[Stored data]
▼

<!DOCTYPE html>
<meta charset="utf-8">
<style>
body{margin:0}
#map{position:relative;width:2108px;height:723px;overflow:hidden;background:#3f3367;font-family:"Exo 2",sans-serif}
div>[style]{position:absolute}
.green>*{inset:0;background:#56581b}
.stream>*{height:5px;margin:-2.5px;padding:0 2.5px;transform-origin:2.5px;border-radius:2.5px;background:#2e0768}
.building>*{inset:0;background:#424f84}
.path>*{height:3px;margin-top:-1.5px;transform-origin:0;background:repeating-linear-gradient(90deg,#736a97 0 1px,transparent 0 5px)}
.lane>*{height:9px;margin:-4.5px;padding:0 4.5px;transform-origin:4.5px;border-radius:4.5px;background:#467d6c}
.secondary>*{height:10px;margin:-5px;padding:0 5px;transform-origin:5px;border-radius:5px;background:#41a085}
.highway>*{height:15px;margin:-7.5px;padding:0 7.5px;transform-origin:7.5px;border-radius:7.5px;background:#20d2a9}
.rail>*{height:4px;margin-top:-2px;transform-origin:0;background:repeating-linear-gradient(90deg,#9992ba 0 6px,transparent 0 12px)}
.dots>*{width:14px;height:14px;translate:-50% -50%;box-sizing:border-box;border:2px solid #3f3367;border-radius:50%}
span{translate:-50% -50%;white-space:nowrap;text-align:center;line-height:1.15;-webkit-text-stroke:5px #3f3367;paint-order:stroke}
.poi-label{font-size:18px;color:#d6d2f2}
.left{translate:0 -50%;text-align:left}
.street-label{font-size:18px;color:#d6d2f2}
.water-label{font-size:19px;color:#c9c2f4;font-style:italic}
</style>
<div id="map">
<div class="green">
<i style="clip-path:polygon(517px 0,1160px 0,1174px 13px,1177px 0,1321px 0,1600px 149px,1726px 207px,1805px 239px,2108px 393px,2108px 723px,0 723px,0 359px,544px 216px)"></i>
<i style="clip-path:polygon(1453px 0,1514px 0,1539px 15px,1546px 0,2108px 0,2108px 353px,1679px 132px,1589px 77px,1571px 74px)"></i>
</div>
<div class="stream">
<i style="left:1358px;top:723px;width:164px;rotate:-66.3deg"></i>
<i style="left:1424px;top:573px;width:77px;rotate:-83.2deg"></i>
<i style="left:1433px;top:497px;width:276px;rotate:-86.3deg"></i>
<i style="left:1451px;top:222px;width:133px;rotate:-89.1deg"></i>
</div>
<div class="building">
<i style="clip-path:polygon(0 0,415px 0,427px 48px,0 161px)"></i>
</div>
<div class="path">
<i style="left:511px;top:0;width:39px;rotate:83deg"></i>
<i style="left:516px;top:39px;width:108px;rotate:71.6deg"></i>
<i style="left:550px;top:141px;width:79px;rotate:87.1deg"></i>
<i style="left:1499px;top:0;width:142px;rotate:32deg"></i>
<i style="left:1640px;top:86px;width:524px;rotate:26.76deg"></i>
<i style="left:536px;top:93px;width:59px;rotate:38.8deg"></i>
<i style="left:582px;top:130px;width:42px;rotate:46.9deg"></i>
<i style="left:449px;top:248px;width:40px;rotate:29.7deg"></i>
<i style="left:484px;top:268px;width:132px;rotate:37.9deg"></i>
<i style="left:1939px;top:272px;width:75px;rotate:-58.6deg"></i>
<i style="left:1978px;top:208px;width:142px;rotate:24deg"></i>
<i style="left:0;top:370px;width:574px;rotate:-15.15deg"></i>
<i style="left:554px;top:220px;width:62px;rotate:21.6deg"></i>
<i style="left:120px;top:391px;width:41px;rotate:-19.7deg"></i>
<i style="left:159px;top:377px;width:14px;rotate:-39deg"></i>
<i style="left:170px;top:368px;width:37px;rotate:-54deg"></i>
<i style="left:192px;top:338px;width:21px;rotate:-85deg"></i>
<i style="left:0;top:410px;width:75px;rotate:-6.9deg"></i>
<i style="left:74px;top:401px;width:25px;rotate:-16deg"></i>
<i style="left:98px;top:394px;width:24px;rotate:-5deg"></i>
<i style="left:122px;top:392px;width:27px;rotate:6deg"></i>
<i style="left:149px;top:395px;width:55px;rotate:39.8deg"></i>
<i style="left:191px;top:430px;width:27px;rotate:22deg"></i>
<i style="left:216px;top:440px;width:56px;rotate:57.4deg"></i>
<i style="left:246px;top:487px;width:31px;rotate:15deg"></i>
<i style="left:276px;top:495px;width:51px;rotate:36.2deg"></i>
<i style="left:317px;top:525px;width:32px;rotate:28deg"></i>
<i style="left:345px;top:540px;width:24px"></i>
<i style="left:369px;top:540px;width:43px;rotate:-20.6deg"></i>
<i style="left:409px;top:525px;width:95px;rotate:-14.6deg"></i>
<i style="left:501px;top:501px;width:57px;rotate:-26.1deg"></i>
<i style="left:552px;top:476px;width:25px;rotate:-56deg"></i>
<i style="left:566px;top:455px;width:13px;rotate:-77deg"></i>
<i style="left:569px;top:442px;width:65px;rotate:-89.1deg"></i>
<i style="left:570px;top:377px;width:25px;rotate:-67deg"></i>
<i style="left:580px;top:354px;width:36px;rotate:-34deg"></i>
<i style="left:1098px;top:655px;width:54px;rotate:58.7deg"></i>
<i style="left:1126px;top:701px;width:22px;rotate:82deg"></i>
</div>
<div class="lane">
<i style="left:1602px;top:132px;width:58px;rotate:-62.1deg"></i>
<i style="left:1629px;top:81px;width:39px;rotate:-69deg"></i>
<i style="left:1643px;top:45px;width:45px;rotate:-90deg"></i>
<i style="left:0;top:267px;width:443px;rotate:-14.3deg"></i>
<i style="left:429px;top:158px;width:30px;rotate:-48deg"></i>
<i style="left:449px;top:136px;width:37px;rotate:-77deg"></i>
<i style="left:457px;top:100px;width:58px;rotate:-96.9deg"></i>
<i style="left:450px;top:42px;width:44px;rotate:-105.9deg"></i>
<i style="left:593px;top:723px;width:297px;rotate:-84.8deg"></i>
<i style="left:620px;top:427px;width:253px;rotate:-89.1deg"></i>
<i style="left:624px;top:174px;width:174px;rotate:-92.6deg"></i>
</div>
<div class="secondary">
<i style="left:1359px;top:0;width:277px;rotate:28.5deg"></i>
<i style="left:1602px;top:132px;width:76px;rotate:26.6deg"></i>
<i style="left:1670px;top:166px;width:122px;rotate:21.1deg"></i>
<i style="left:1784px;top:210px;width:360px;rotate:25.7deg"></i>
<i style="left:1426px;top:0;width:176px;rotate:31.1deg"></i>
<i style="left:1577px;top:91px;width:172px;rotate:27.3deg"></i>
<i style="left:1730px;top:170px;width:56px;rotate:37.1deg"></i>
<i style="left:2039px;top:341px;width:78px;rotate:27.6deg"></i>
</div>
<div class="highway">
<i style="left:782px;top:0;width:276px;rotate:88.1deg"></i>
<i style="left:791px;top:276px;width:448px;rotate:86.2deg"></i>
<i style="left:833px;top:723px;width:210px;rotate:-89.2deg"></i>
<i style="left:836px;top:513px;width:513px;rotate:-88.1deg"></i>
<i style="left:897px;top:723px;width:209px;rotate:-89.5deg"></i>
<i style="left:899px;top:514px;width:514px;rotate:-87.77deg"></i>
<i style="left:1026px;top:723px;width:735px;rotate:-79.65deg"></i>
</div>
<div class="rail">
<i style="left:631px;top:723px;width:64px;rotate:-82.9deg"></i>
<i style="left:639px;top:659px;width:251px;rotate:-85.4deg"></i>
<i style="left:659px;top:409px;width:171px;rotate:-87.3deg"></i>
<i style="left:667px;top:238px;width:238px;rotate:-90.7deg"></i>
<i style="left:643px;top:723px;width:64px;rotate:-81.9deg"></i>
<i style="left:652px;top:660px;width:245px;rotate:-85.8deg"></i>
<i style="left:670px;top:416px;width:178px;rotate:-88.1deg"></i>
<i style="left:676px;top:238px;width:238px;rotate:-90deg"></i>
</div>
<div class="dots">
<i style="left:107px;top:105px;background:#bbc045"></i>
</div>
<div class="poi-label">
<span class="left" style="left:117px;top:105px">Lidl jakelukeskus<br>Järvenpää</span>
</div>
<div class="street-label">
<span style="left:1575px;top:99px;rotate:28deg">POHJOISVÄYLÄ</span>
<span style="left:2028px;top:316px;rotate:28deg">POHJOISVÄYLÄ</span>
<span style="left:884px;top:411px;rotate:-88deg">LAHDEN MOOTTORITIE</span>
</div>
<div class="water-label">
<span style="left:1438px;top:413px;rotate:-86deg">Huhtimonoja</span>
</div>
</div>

▲

- [TASK ITEM]: Beginning at the first line of the records, retype exactly every line up to and including the one with "0 1px,transparent 0".

- [EXERCISE ANSWER]:
<!DOCTYPE html>
<meta charset="utf-8">
<style>
body{margin:0}
#map{position:relative;width:2108px;height:723px;overflow:hidden;background:#3f3367;font-family:"Exo 2",sans-serif}
div>[style]{position:absolute}
.green>*{inset:0;background:#56581b}
.stream>*{height:5px;margin:-2.5px;padding:0 2.5px;transform-origin:2.5px;border-radius:2.5px;background:#2e0768}
.building>*{inset:0;background:#424f84}
.path>*{height:3px;margin-top:-1.5px;transform-origin:0;background:repeating-linear-gradient(90deg,#736a97 0 1px,transparent 0 5px)}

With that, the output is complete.